Right now you’re probably sitting in a chair reading your computer screen or a printout with these words on it. Some of you are listening to my voice on an MP3 player while you are doing something else. Are you paying any attention to the background noise in the room you are sitting in? Can you hear birds or cars or music or children playing? Are there any smells in the room? Is your chair perfectly comfortable or does a part of it painfully poke you somewhere? Were you aware or midful of these things before I mentioned them? Being in the present means really experiencing the present, as much of it as we can at any time.
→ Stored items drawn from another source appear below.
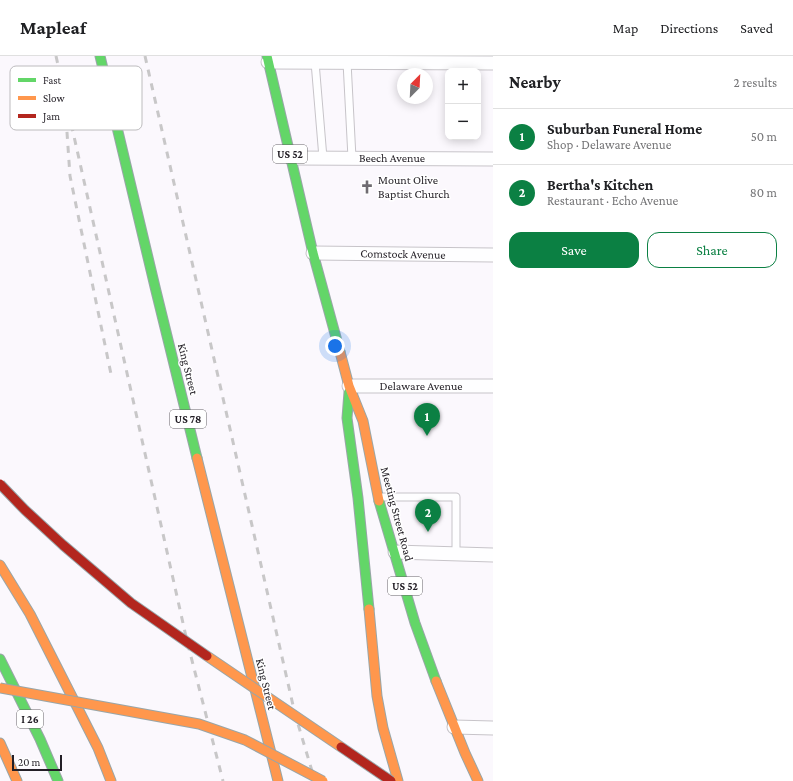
<!DOCTYPE html>
<html lang="en">
<head>
<meta charset="utf-8">
<style>
  body { margin:0; font-family:"Crimson Pro",serif; background:#f2f2f2; color:#202124 }
  .controls { position:absolute; right:12px; top:12px; display:grid; overflow:hidden; border-radius:8px; box-shadow:0 2px 10px #0003 }
  .controls button { width:36px; height:36px; display:grid; place-items:center; padding:0; border:0; border-bottom:1px solid #e0e0e0; background:#fff; color:#202124; font:20px sans-serif }
  .compass { position:absolute; left:397px; top:12px; width:36px; height:36px; border-radius:50%; background:#fff; box-shadow:0 2px 10px #0003; rotate:24deg }
  .scale { position:absolute; left:12px; bottom:10px; width:50px; box-sizing:border-box; padding-left:4px; border:2px solid #231f26; border-top:0; font-size:11px; line-height:14px; white-space:nowrap; color:#231f26; -webkit-text-stroke:3px #fff; paint-order:stroke }
  .you { position:absolute; left:335px; top:290px; width:14px; height:14px; margin:-10px; border:3px solid #fff; border-radius:50%; background:#1a73e8; box-shadow:0 0 0 6px #1a73e833 }
  .badge { display:grid; place-items:center; width:26px; height:26px; border-radius:50%; background:#0b8043; color:#fff; font-size:13px; font-weight:700 }
  .pin { position:absolute; translate:-50% -33px; filter:drop-shadow(0 1px 2px #0008) }
  .pin::after { content:''; position:absolute; top:21px; width:14px; height:12px; background:inherit; clip-path:polygon(0 0,100% 0,50% 100%) }
  .list { margin:0; padding:0; list-style:none }
  h2 { display:flex; justify-content:space-between; align-items:center; height:52px; margin:0; padding:0 16px; font-size:17px }
  h2 small { font-size:13px; font-weight:400; color:#757577 }
  .list li { display:grid; grid-template-columns:26px 1fr auto; gap:12px; align-items:center; box-sizing:border-box; height:56px; padding:0 16px; border-top:1px solid #e0e0e0 }
  .list b { display:block; font-size:15px; white-space:nowrap }
  .list p { margin:0; font-size:13px; white-space:nowrap; color:#757577 }
  .list em { font-size:13px; font-style:normal; color:#757577 }
  .actions { display:flex; gap:8px; padding:12px 16px }
  .actions a { flex:1; padding:9px 0; border:1px solid #0b8043; border-radius:12px; text-align:center; font-size:14px; color:#0b8043 }
  .actions .main { background:#0b8043; color:#fff }
  .map { position:relative; flex:none; width:493px; height:725px; overflow:hidden }
  header { display:flex; align-items:center; gap:24px; box-sizing:border-box; height:56px; padding:0 20px; background:#fff; border-bottom:1px solid #e0e0e0 }
  header strong { font-size:19px }
  nav { display:flex; gap:22px; margin-inline-start:auto; font-size:14px }
  main { display:flex }
  aside { flex:1; background:#fff }
  .map>svg:first-child { display:block }
  .lines { fill:none; stroke-linecap:round; stroke-linejoin:round }
  .lane-casing { stroke:#c7c4c9; stroke-width:9 }
  .street-casing { stroke:#c7c4c9; stroke-width:15 }
  .fast-casing { stroke:#99a6a8; stroke-width:11 }
  .slow-casing { stroke:#99a6a8; stroke-width:11 }
  .lane { stroke:#fefeff; stroke-width:7 }
  .street { stroke:#fefeff; stroke-width:13 }
  .fast { stroke:#63d668; stroke-width:9 }
  .slow { stroke:#ff974d; stroke-width:9 }
  .rail { stroke:#c8c7c8; stroke-width:3; stroke-dasharray:7 7; stroke-linecap:butt }
  .slow-bridge-casing { stroke:#99a6a8; stroke-width:11; stroke-linecap:butt }
  .jam-bridge-casing { stroke:#99a6a8; stroke-width:11; stroke-linecap:butt }
  .slow-bridge { stroke:#ff974d; stroke-width:9 }
  .jam-bridge { stroke:#b3261e; stroke-width:9 }
  .labels { text-anchor:middle; stroke-width:3; stroke-linejoin:round; paint-order:stroke }
  .shield { fill:#fff; stroke:#656267; stroke-width:1 }
  .shield-label { font-size:11px; font-weight:bold; fill:#231f26 }
  .street-label { font-size:12px; fill:#231f26; stroke:#fff }
  .poi-label { font-size:12px; fill:#231f26; stroke:#fff; text-anchor:start }
  .key { fill:#fff; stroke:#bdbcbe; stroke-width:1 }
  .key-label { font-size:11px; fill:#231f26 }
</style>
</head>
<body>
<header>
<strong>Mapleaf</strong>
<nav><a>Map</a><a>Directions</a><a>Saved</a></nav>
</header>
<main>
<div class="map">
<svg width="493" height="725" viewBox="0 0 493 725">
  <rect width="100%" height="100%" fill="#fbf8fd"/>
  <g class="lines">
    <g class="lane-casing">
      <g id="lane">
        <polyline points="315,6 323,102"/>
        <polyline points="347,6 352,102"/>
        <polyline points="380,441 456,441 456,498"/>
      </g>
    </g>
    <g class="street-casing">
      <g id="street">
        <polyline points="268,6 493,7"/>
        <polyline points="291,102 493,103"/>
        <polyline points="313,197 493,199"/>
        <polyline points="349,330 493,330"/>
        <polyline points="395,496 493,499"/>
        <polyline points="454,671 493,672"/>
      </g>
    </g>
    <g class="fast-casing">
      <g id="fast">
        <polyline points="100,0 156,235 197,402"/>
        <polyline points="267,0 313,197 340,296"/>
        <polyline points="349,336 347,362 358,442 369,553"/>
        <polyline points="379,445 415,567 436,625"/>
        <polyline points="0,603 40,683 58,725"/>
      </g>
    </g>
    <g class="slow-casing">
      <g id="slow">
        <polyline points="340,296 349,330 363,365 379,445"/>
        <polyline points="197,402 278,725"/>
        <polyline points="0,509 30,558 98,692 111,725"/>
        <polyline points="369,553 377,640 383,672 398,725"/>
        <polyline points="436,625 465,697 478,725"/>
        <polyline points="0,687 17,725"/>
      </g>
    </g>
    <use href="#lane" class="lane"/>
    <use href="#street" class="street"/>
    <use href="#fast" class="fast"/>
    <use href="#slow" class="slow"/>
    <g class="rail">
      <polyline points="56,0 187,585 223,725"/>
      <polyline points="145,0 295,658 315,725"/>
      <polyline points="66,62 70,120 111,318"/>
    </g>
    <g class="slow-bridge-casing">
      <g id="slow-bridge">
        <polyline points="207,600 341,691"/>
        <polyline points="0,632 199,668 245,684 323,725"/>
      </g>
    </g>
    <g class="jam-bridge-casing">
      <g id="jam-bridge">
        <polyline points="0,428 25,454 63,489 131,547 207,600"/>
        <polyline points="341,691 391,725"/>
      </g>
    </g>
    <use href="#slow-bridge" class="slow-bridge"/>
    <use href="#jam-bridge" class="jam-bridge"/>
  </g>
  <defs>
    <g id="church-bare" transform="scale(1.08)"><path d="M-1.2-6h2.4v3.5h3.3v2.4h-3.3V6h-2.4V-.1h-3.3v-2.4h3.3Z" fill="#6f6b71" stroke="#fff" stroke-width="2.5" paint-order="stroke"/></g>
  </defs>
  <g fill-rule="evenodd">
    <use href="#church-bare" x="367" y="131"/>
  </g>
  <g class="labels">
    <g class="shield">
      <rect x="273" y="89" width="34" height="18" rx="3"/>
      <rect x="170" y="354" width="36" height="18" rx="3"/>
      <rect x="388" y="521" width="34" height="18" rx="3"/>
      <rect x="17" y="654" width="26" height="18" rx="3"/>
    </g>
    <g class="shield-label">
      <text x="290" y="102">US 52</text>
      <text x="188" y="367">US 78</text>
      <text x="405" y="534">US 52</text>
      <text x="30" y="667">I 26</text>
    </g>
    <g class="street-label">
      <text x="392" y="106">Beech Avenue</text>
      <text transform="translate(403 198) rotate(1)" y="4">Comstock Avenue</text>
      <text transform="translate(188 313) rotate(76)" y="4">King Street</text>
      <text x="421" y="334">Delaware Avenue</text>
      <text transform="translate(397 458) rotate(75)" y="4">Meeting Street Road</text>
      <text transform="translate(266 628) rotate(76)" y="4">King Street</text>
    </g>
    <g class="poi-label">
      <text x="378" y="128">Mount Olive<tspan x="378" dy="14">Baptist Church</tspan></text>
    </g>
  </g>
  <rect x="10" y="10" width="132" height="64" rx="6" class="key"/>
  <rect x="18" y="22" width="18" height="4" fill="#63d668"/>
  <rect x="18" y="40" width="18" height="4" fill="#ff974d"/>
  <rect x="18" y="58" width="18" height="4" fill="#b3261e"/>
  <g class="key-label">
    <text x="43" y="28">Fast</text>
    <text x="43" y="46">Slow</text>
    <text x="43" y="64">Jam</text>
  </g>
</svg>
<div class="controls">
<button>+</button>
<button>−</button>
</div>
<svg class="compass" viewBox="-18 -18 36 36"><path d="M0-13l5 13h-10z" fill="#e53935"/><path d="M0 13l5-13h-10z" fill="#757577"/></svg>
<div class="scale">20 m</div>
<div class="you"></div>
<div class="pin badge" style="left:427px;top:380px">1</div>
<div class="pin badge" style="left:428px;top:476px">2</div>
</div>
<aside>
<h2>Nearby<small>2 results</small></h2>
<ul class="list">
<li><span class="badge">1</span><div><b>Suburban Funeral Home</b><p>Shop · Delaware Avenue</p></div><em>50 m</em></li>
<li><span class="badge">2</span><div><b>Bertha's Kitchen</b><p>Restaurant · Echo Avenue</p></div><em>80 m</em></li>
</ul>
<div class="actions"><a class="main">Save</a><a>Share</a></div>
</aside>
</main>
</body>
</html>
When we are meditating, it’s common to get yourself to the point where you feel your attachment to everything around you (“one with everything”). That’s great if you can do it in a silent, meditative posture, but can you do it right now without stopping what you are doing? This idea of being in the present is one reason Zen monks (and probably others) work so hard. It’s just as valuable for them to be outside working in a garden or washing dishes as it is to sit in zazen. Experiencing life in the present is a big step toward realizing your oneness with everything around you.
It’s easy to do when you give it active thought, but it’s so easy to get lost in day-to-day life that it becomes a real challenge to stick with it. Try not to fly through life on autopilot.